We're discussing options for growing our office at FreshBooks, and somebody jokingly said, "Couches for everyone!" -- which got me thinking about the Queen.

See, the Queen came to Vancouver a bunch of years ago, and her route took her past our office at NGRAIN. I don't know where she was coming from or going to, but in any event, somehow everyone knew that the Queen would be going by that afternoon. (if you don't know, I'm kind of a fan of the Queen)

And conveniently, my couch was right next to the window overlooking the street. So everyone gathered at my couch and watched a Rolls with blacked-out windows drive by, flanked by motorcycle cops.

It wasn't really MY couch. Originally it had been somewhere else. In a meeting room, I think, where nobody ever sat on it, which troubled me, because it looked like such a comfortable couch. So I think it was Ivan and perhaps Derek and I who one day just picked it up and moved it to the window beside my desk. We brought a potted plant along as well, and so suddenly beside my desk was this nice little nook where someone could plop down and take a break.

Which turned out to be a great information-sharing device. I was managing half-a-dozen projects for NGRAIN at that time, and so I'd have stakeholders and developers and QA folks come round once or twice a day just to flop on my couch and hide from the crazy levels of work everyone was dealing with. And they'd tell me how their day was going, and very often just happen to mention that they were roadblocked on something, or that a date was not realistic, or that they were done a bunch of stuff ahead of time and really didn't have anything to do.

That couch made me about TEN times more effective a project manager than I would have been if I'd had to walk around and ASK everyone how they were doing. Possibly eleven. It was so easy to find out what was going on because folks would just come round and tell me. I didn't have to insist on weekly reports, or complicated time tracking systems, or anything fancy at all. I just needed a comfy couch.

They took the couch away, of course, and projects started falling over. Way it goes. Nowadays they probably pay a couple hundred dollars a month for some project management software, and congratulate themselves on spending so wisely. "Look! I can sort all tickets by estimate time divided by actual time, superimposed on a calendar and translated to the new Gantt 2.3 format!"

Rubbish.

The lesson I learned from the couch was that if you structure your HUMAN environment so that information naturally flows to where it needs to get, AND you make sure that you're open and available for that information, you don't need a bunch of complicated tracking systems. It's less expensive and it makes for a far more pleasant environment.

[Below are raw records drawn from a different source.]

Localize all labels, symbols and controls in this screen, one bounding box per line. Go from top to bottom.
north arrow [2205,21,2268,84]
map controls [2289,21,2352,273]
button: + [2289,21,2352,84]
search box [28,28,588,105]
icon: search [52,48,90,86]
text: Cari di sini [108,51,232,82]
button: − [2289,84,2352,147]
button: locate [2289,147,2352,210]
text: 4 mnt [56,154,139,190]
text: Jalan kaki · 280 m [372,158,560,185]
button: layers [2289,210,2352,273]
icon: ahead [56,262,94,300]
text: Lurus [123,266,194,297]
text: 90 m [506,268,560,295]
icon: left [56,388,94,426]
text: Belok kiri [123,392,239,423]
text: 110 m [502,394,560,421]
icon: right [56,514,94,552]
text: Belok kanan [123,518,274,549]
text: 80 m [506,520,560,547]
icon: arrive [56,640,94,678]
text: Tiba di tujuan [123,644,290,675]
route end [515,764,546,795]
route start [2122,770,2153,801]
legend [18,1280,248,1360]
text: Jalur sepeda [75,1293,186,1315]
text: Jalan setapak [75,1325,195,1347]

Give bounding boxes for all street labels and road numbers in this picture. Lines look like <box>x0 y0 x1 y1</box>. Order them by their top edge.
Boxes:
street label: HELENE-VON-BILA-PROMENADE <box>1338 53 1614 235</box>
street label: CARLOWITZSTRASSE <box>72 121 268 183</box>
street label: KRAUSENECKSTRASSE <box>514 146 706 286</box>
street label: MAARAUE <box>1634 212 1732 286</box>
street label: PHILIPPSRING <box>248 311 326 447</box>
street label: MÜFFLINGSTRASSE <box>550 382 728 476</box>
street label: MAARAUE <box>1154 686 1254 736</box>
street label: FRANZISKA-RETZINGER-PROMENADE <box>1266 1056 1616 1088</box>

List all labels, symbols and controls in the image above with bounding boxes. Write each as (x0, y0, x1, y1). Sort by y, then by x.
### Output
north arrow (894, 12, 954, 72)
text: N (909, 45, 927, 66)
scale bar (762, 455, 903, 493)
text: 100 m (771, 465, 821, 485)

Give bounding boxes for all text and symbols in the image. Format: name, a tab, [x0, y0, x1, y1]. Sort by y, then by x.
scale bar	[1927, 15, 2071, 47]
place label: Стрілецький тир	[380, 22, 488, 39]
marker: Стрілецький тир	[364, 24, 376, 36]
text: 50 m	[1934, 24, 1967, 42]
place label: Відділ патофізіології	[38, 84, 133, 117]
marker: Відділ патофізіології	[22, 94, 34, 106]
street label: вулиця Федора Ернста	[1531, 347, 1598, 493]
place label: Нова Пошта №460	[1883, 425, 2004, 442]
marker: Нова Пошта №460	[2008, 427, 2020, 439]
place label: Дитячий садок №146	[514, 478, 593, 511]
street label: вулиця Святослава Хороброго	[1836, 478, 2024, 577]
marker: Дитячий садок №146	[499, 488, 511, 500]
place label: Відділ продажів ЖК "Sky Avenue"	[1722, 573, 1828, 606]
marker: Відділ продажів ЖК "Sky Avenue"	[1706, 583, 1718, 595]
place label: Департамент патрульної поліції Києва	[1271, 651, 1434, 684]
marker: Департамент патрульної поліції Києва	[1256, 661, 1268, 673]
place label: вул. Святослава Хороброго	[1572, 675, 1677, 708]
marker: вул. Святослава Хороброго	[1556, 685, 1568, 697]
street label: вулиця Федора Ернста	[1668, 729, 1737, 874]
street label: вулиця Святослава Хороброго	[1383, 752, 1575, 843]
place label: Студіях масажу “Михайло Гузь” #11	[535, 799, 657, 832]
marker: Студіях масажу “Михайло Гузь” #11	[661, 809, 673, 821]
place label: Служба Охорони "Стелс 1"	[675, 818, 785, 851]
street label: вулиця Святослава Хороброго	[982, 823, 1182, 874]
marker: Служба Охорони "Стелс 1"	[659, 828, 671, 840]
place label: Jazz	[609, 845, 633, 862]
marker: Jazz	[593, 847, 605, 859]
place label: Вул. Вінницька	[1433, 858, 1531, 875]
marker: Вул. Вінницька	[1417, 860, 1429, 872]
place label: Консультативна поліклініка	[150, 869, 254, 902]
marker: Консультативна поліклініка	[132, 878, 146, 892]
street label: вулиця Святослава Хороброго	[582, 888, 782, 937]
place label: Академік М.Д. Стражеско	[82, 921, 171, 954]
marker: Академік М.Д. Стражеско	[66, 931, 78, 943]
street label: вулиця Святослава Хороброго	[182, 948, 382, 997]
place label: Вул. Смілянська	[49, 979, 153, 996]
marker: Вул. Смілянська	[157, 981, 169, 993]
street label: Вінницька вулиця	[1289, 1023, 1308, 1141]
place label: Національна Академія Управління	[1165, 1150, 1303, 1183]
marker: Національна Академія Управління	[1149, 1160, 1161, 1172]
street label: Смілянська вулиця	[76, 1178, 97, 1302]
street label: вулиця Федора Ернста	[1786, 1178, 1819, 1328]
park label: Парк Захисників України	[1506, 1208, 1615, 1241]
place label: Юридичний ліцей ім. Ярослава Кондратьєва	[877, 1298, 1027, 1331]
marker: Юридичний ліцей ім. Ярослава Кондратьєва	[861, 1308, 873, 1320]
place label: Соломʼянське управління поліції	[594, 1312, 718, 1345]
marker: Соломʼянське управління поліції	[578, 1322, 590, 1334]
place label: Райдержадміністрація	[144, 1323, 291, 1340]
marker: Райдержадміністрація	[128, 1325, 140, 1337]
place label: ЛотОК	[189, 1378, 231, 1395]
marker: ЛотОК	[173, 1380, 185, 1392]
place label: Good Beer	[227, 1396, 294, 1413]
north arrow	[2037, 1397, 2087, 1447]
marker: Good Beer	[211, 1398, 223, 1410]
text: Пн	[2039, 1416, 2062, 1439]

We're social creatures (demented and sad, but social). The real art of project management is about understanding our social needs and inclinations, and working with those to help a team work together.

The Queen drove by (at least, I assume the Queen was in the blacked-out Rolls; for all I know she took the Skytrain) and the entire project team sat around arguing over whether or not the British royalty had any worth in today's world. No milestones got knocked off that day, and we didn't track that half hour against any project tasks. But as the team went back to work, I remember being pleased that we'd all come together as the social beings we are, and taken some time that didn't need to be accounted for just to share our worlds with each other. Sitting on a couch arguing politics may not seem like something that improves project effectiveness, but a shared world is really what it's all about. Once a team has built that shared view, anything is possible.

It's not my job to tell people what to do. It's not my job to get them inspired and "motivated". My job is actually very simple: to observe how people are communicating and to help alleviate any breakdowns in that communication, so that a shared world can emerge. One of the best tools I ever found for that was a beat-up old couch.